DATASET CONTENT -
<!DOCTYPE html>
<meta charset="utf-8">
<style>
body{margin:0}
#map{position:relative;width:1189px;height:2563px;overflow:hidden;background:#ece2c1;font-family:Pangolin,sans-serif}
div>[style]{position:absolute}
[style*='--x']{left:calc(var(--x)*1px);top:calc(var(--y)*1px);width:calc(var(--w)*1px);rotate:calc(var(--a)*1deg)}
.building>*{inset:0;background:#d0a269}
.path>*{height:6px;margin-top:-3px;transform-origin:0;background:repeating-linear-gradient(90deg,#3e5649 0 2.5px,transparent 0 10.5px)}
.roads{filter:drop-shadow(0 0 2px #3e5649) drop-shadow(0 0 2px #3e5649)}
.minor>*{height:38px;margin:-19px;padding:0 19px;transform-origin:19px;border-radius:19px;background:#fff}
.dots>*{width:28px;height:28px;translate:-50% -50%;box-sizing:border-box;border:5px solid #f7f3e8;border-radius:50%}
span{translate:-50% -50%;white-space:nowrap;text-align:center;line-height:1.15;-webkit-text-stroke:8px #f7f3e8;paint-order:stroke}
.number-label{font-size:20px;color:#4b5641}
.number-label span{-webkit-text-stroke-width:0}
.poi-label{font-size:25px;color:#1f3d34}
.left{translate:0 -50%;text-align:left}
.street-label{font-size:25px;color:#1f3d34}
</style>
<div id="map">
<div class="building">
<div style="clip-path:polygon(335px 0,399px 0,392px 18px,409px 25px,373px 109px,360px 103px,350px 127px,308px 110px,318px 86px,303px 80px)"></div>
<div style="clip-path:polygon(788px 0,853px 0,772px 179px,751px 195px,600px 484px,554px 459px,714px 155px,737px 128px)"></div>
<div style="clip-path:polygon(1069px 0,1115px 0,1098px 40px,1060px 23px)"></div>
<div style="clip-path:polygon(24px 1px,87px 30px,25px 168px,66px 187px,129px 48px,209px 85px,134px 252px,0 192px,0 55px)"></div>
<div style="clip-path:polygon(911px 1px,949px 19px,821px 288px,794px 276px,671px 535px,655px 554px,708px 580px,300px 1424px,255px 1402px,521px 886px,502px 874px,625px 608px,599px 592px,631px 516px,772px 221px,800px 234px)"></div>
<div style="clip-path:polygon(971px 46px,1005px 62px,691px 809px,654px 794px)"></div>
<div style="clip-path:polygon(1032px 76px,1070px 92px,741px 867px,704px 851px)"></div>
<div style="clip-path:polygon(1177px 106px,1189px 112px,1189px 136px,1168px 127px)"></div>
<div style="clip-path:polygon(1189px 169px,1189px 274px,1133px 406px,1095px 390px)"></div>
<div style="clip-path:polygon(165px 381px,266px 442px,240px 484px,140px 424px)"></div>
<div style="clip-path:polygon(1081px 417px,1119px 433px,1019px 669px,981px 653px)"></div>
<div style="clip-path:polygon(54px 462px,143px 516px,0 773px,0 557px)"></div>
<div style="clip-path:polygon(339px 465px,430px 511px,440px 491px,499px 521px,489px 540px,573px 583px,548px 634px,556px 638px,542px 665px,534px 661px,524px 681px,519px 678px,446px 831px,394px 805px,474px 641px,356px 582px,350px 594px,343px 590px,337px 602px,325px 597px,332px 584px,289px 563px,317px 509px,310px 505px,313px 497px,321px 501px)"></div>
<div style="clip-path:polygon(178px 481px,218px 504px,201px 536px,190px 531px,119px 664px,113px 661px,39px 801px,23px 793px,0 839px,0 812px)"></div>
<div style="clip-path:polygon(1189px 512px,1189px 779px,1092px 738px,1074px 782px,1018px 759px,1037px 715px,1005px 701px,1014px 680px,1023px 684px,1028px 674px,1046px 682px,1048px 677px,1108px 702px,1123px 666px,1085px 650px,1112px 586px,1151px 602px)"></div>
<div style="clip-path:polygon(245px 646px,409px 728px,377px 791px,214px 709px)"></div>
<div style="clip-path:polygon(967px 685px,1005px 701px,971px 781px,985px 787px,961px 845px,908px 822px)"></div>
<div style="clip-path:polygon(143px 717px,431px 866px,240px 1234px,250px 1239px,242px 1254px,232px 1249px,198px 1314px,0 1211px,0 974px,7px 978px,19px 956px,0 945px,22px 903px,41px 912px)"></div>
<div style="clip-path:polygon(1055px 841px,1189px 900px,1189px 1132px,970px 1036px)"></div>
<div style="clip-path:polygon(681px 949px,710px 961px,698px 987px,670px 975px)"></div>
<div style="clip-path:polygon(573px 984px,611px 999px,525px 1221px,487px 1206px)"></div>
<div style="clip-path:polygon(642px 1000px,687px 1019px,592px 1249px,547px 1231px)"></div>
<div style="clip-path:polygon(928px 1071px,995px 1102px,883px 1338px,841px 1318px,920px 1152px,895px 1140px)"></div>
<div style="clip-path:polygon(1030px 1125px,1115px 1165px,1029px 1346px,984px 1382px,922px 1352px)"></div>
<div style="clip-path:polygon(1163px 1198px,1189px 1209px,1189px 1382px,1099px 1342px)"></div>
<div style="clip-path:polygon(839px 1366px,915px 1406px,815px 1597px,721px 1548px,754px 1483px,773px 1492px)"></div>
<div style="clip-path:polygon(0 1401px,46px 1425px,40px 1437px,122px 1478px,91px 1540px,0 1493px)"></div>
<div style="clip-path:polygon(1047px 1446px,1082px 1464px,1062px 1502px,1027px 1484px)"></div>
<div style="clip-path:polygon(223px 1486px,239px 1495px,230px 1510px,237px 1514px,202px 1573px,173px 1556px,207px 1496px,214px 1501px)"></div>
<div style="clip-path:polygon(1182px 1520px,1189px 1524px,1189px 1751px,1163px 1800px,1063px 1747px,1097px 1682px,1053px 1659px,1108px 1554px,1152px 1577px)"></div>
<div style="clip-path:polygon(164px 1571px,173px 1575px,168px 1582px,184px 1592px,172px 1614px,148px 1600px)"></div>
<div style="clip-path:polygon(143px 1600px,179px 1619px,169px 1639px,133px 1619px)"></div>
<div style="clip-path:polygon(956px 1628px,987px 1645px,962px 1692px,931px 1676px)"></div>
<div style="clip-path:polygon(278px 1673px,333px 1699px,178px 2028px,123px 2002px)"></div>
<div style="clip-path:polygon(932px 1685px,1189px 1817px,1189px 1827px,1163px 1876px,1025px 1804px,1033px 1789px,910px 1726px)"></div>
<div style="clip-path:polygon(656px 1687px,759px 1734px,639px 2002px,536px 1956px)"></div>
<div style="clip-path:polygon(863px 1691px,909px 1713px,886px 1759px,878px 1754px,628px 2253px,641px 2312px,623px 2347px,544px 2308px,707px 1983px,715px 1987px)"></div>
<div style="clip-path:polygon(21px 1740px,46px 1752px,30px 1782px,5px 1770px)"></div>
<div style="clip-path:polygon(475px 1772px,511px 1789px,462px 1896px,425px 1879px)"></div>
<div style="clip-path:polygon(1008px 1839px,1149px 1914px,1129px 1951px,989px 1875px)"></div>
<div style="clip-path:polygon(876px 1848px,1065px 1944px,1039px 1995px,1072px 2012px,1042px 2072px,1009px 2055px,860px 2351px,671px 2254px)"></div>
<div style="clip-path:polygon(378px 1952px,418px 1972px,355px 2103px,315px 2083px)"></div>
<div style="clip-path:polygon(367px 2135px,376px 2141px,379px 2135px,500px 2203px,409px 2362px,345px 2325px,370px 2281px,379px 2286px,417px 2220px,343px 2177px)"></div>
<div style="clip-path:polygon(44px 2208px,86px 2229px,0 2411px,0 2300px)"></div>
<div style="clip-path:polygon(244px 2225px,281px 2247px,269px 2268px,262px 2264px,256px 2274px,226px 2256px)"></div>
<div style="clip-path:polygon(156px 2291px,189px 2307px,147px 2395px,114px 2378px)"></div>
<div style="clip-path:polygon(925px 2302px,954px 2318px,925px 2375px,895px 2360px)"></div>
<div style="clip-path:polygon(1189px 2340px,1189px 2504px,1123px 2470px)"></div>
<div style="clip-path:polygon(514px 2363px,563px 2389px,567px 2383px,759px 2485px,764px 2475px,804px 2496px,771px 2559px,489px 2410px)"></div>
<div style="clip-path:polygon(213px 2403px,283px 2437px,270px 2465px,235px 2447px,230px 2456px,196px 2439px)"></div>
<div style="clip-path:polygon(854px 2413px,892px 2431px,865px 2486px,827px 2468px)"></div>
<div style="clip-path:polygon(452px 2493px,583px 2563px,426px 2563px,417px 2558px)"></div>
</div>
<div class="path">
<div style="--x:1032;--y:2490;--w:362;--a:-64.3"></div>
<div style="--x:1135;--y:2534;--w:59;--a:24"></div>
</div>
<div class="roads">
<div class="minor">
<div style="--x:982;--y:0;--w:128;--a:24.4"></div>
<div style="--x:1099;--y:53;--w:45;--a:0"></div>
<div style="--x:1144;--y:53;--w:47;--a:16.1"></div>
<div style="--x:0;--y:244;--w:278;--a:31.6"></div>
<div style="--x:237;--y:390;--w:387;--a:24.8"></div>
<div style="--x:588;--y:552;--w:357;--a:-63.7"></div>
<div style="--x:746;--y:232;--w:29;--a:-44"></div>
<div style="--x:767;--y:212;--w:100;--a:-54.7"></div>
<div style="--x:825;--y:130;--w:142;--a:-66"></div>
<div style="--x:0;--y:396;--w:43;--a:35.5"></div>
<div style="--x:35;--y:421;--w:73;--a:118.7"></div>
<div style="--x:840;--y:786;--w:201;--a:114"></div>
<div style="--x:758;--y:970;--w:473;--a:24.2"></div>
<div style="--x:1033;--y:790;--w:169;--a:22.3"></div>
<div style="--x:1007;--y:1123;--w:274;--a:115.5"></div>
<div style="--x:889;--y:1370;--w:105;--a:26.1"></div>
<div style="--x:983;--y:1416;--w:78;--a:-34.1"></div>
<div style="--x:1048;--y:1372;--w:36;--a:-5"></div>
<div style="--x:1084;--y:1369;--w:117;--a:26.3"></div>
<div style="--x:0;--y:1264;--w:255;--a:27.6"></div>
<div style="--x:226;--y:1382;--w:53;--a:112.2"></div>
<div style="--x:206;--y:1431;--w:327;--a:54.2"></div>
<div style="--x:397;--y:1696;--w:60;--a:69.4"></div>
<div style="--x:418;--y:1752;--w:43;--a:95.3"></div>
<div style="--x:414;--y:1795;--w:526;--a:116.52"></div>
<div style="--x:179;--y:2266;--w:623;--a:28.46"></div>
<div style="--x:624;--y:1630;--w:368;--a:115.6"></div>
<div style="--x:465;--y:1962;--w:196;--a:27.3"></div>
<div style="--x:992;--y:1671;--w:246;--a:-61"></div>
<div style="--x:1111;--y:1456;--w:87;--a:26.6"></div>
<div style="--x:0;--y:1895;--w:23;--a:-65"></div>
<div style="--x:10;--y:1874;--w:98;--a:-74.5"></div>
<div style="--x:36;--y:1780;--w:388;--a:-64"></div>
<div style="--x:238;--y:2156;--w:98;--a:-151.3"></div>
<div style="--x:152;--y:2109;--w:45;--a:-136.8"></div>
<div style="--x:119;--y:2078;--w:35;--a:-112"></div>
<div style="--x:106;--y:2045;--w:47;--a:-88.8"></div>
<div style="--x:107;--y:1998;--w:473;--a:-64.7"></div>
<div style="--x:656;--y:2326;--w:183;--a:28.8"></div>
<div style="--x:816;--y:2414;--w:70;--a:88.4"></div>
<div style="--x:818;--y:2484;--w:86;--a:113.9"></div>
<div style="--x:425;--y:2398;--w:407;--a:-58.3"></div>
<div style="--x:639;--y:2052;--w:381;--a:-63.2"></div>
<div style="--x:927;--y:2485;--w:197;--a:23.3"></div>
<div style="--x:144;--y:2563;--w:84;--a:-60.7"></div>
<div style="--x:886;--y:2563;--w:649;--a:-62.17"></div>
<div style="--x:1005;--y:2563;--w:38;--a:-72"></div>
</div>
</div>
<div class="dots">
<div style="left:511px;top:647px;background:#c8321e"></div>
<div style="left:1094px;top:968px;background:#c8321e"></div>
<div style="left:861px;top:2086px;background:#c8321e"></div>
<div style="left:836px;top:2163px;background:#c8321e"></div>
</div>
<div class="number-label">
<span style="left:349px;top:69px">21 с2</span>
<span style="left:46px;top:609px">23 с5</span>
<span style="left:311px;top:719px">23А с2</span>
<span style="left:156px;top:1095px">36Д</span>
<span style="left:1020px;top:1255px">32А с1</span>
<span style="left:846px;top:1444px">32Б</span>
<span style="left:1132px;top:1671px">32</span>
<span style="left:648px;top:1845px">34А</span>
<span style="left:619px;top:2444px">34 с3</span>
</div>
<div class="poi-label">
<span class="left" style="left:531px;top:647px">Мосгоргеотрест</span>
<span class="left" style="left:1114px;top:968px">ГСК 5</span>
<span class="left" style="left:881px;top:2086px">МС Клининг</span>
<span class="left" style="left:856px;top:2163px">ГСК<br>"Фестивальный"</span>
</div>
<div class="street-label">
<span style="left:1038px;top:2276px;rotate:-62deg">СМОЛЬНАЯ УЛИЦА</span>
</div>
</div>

* * *

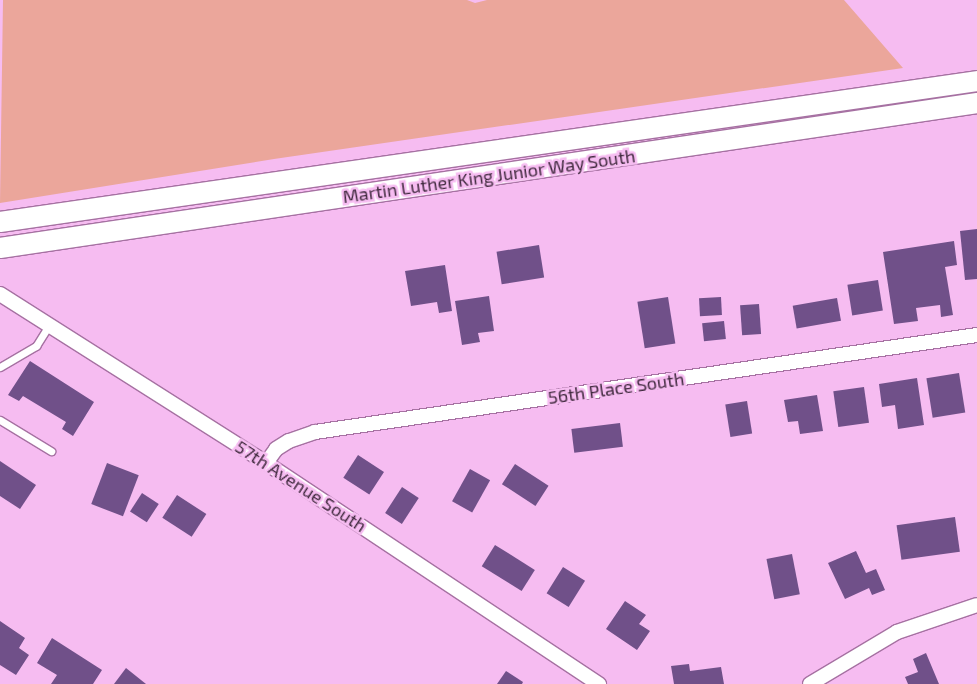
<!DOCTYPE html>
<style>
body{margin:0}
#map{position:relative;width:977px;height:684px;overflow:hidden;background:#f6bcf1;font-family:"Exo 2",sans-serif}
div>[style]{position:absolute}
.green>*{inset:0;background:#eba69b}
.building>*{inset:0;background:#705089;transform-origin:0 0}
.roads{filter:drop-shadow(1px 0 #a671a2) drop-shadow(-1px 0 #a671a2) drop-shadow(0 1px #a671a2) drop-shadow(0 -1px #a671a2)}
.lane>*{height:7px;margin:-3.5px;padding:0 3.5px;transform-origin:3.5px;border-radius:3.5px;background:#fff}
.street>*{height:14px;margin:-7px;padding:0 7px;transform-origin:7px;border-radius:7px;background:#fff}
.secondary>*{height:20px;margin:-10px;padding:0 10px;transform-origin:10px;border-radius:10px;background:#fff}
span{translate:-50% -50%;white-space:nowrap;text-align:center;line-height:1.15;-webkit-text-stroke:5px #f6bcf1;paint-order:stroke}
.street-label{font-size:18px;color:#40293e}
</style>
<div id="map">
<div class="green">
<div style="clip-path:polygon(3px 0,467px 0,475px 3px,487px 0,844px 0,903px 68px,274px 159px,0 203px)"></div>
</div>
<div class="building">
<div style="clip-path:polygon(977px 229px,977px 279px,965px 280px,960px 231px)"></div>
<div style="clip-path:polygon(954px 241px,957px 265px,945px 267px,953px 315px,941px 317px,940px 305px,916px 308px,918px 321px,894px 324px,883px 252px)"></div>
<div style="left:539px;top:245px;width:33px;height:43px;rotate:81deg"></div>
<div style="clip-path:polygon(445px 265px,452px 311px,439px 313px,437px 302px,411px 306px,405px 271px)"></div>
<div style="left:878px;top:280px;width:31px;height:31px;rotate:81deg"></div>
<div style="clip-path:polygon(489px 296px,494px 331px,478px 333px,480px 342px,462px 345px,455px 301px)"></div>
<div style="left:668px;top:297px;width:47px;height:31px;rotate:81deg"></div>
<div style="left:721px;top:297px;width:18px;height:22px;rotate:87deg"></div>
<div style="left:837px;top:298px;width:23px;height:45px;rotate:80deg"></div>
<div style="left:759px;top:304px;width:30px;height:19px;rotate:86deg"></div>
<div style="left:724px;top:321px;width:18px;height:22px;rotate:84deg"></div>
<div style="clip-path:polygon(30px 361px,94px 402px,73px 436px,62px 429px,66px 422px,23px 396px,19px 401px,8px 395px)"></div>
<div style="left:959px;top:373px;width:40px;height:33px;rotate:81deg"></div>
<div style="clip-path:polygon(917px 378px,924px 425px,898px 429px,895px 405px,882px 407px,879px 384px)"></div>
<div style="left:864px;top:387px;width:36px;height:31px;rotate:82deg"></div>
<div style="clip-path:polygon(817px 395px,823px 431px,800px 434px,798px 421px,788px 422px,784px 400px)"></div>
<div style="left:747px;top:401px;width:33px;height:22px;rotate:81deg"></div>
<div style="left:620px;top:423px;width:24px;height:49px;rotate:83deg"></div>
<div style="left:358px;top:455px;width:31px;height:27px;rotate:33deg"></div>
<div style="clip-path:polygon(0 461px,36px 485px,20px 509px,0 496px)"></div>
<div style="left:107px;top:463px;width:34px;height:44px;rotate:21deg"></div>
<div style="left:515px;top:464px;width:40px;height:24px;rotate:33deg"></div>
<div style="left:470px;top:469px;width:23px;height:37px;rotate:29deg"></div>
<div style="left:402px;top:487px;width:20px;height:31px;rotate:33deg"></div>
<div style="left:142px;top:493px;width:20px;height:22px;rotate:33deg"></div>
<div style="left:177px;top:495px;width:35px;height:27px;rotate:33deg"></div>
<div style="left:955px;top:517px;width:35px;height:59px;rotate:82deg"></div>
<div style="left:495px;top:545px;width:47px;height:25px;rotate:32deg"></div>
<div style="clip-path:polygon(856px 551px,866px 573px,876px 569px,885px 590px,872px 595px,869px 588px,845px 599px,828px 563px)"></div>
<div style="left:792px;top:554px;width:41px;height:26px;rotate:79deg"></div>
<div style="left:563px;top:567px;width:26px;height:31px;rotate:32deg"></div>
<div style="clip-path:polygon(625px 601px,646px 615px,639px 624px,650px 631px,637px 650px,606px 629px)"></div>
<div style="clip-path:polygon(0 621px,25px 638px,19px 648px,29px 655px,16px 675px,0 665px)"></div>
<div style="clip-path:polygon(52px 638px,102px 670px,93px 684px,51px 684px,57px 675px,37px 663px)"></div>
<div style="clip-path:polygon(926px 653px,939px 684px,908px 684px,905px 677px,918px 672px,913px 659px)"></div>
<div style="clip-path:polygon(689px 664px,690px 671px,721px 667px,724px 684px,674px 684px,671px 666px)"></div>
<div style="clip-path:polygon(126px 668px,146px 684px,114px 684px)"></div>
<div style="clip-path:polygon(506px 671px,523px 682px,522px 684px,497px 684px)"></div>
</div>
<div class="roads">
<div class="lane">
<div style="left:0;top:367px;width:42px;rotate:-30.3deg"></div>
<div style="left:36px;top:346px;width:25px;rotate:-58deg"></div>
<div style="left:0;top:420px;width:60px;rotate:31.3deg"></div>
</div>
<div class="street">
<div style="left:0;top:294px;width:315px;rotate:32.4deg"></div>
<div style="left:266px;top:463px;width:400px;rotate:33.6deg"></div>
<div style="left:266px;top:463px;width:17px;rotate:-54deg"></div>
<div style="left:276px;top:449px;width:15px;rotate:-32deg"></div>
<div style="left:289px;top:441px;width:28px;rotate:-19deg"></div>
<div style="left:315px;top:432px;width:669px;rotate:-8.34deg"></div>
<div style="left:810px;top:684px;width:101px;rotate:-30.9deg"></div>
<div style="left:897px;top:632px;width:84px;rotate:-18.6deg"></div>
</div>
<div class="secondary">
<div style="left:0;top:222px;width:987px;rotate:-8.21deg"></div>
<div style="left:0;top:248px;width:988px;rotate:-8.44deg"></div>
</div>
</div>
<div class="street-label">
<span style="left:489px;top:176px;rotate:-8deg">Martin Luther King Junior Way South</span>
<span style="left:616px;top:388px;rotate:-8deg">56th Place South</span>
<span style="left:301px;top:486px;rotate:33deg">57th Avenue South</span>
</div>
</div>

TASK TO COMPLETE - Say, as a bare number, how many lines above contain the word "hidden".

OUTPUT FOR THIS EXERCISE - 2